In the material below, find every line containing "nowrap" and copy that line.

*** EXCERPTED RECORDS Section Begins ***

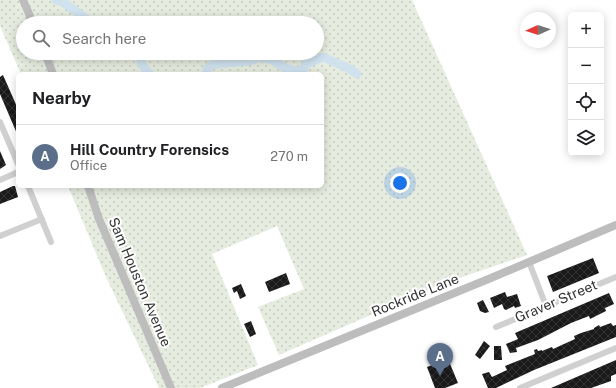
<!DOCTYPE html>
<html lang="en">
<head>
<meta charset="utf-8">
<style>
	body { margin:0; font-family:"Public Sans",sans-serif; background:#f2f2f2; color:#202124 }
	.controls { position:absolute; right:12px; top:12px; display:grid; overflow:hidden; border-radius:6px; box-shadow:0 2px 10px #0003 }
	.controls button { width:36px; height:36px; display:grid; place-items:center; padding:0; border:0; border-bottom:1px solid #e0e0e0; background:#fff; color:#202124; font:20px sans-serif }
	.compass { position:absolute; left:520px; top:12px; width:36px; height:36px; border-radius:50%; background:#fff; box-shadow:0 2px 10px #0003; rotate:267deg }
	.you { position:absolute; left:400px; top:183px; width:14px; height:14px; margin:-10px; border:3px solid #fff; border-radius:50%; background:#1a73e8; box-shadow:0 0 0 6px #1a73e833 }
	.badge { display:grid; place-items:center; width:26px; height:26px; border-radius:50%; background:#0b8043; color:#fff; font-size:13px; font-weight:700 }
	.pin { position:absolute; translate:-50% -33px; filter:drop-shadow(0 1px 2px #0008) }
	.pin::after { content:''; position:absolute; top:21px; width:14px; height:12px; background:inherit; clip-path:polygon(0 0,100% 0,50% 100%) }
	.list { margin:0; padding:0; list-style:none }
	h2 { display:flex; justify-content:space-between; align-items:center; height:52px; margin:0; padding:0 16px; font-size:17px }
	h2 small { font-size:13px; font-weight:400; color:#757577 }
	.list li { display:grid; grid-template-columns:26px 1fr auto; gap:12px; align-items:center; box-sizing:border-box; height:64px; padding:0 16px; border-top:1px solid #e0e0e0 }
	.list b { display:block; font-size:15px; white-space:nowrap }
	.list p { margin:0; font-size:13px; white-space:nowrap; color:#757577 }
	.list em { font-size:13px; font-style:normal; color:#757577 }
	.icon { flex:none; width:22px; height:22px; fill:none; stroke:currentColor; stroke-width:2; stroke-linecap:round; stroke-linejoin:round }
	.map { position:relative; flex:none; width:616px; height:388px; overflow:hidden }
	.search { position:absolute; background:#fff; box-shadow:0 2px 10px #0003; left:16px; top:16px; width:308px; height:44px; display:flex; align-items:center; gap:10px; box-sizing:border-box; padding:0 14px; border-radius:22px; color:#757577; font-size:15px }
	.panel { position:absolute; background:#fff; box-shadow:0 2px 10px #0003; left:16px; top:72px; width:308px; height:116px; border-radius:6px }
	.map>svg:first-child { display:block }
</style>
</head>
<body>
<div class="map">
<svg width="616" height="388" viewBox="0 0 616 388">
	<defs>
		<pattern id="grass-dots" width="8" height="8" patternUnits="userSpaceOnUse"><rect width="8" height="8" fill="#e6ecdf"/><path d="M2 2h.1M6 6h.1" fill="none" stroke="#c6cbc0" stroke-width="1.8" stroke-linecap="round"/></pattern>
		<pattern id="building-cross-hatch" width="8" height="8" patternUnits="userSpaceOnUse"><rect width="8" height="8" fill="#1a1a1a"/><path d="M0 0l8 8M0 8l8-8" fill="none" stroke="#333"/></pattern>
	</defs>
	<rect width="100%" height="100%" fill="#fff"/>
	<path fill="url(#grass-dots)" fill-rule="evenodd" d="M 0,0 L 412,0 L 527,255 L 439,285 L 279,355 L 258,307 L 304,289 L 277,226 L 212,254 L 258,365 L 200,388 L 159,388 L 106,277 L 68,186 L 322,186 L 322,74 L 21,74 L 0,26 ZM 23,23 L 317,23 L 317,53 L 23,53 Z"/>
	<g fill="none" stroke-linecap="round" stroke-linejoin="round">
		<g stroke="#cfe2ee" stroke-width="9">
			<polyline points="56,0 63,2 92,23"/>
			<path d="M 141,53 C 139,62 144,68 150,74"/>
			<polyline points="206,74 208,68 214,64 249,61 260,57 272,60 285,68 296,71 303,70 306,64 323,57 350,69 357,74"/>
		</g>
	</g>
	<g fill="url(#building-cross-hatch)">
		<polygon points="3,75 18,109 18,136 0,94 0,77"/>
		<polygon points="0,151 6,165 0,169"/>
		<polygon points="13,186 15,186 18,197 0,204 0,192"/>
		<polygon points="593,258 599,273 553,292 547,276"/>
		<polygon points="286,273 290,284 269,292 265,282"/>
		<polygon points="241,284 246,296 240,299 237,291 234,293 232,288"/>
		<polygon points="505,292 507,297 517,294 521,306 515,308 514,306 506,310 504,309 502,304 494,308 490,298"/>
		<polygon points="609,293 614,304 605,308 606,311 590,319 589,316 571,323 538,340 516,348 517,352 510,353 506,344 518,339 515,333"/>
		<polygon points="483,300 489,312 485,313 480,311 477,303"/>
		<polygon points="251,321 256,334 250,337 244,324"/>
		<polygon points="611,323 613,326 616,325 616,337 534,370 496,388 488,388 482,374 489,372 492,377 507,370 505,366 535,354 534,350 537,349 538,351 542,350 542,351 552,347 553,349 575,339 574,336 581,333 594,329 594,328 599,325 600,327"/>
		<polygon points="484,341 490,346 480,359 475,355"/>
		<polygon points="494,346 501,346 502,360 494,360"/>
		<polygon points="448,359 458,383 445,388 435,388 427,367"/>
		<polygon points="616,360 616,374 611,376 611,381 591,388 551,388"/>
	</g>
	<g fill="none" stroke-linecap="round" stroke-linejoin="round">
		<g stroke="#d0d0d0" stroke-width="6">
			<polyline points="0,122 18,164"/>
			<polyline points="0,180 18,172"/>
			<polyline points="28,186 51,242"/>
			<polyline points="0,236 42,219"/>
			<polyline points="529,262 546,306"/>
			<polyline points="496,327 616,277"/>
			<polyline points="520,388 616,348"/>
		</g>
		<g stroke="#bdbdbd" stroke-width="8">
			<polyline points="23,0 33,23"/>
			<polyline points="45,53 53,74"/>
			<polyline points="88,186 99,219 171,388"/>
			<polyline points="222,388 491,278 616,225"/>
		</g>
	</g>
	<g text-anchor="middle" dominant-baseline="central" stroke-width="4" stroke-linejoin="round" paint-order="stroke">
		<g font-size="14" fill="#333" stroke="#fff">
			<text transform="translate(140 282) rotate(67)">Sam Houston Avenue</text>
			<text transform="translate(415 295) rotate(-22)">Rockride Lane</text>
			<text transform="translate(556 301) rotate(-23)">Graver Street</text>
		</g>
	</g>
</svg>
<div class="controls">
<button>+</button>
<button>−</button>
<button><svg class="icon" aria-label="locate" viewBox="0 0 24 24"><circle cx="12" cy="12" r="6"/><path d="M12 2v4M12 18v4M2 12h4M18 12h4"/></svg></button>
<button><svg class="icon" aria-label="layers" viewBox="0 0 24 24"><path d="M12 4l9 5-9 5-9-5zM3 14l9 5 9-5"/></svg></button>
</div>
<svg class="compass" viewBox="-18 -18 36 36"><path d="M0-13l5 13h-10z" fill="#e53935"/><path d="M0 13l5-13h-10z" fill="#757577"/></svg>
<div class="you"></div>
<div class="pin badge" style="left:440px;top:376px;background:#5c6f8a">A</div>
<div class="search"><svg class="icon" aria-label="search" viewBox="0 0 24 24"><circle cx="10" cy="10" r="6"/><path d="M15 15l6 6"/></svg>Search here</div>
<section class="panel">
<h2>Nearby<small></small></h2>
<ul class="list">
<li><span class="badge" style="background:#5c6f8a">A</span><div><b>Hill Country Forensics</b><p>Office</p></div><em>270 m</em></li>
</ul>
</section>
</div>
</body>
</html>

*** EXCERPTED RECORDS Section Ends ***

ANSWER TO THE PROBLEM.
	.list b { display:block; font-size:15px; white-space:nowrap }
	.list p { margin:0; font-size:13px; white-space:nowrap; color:#757577 }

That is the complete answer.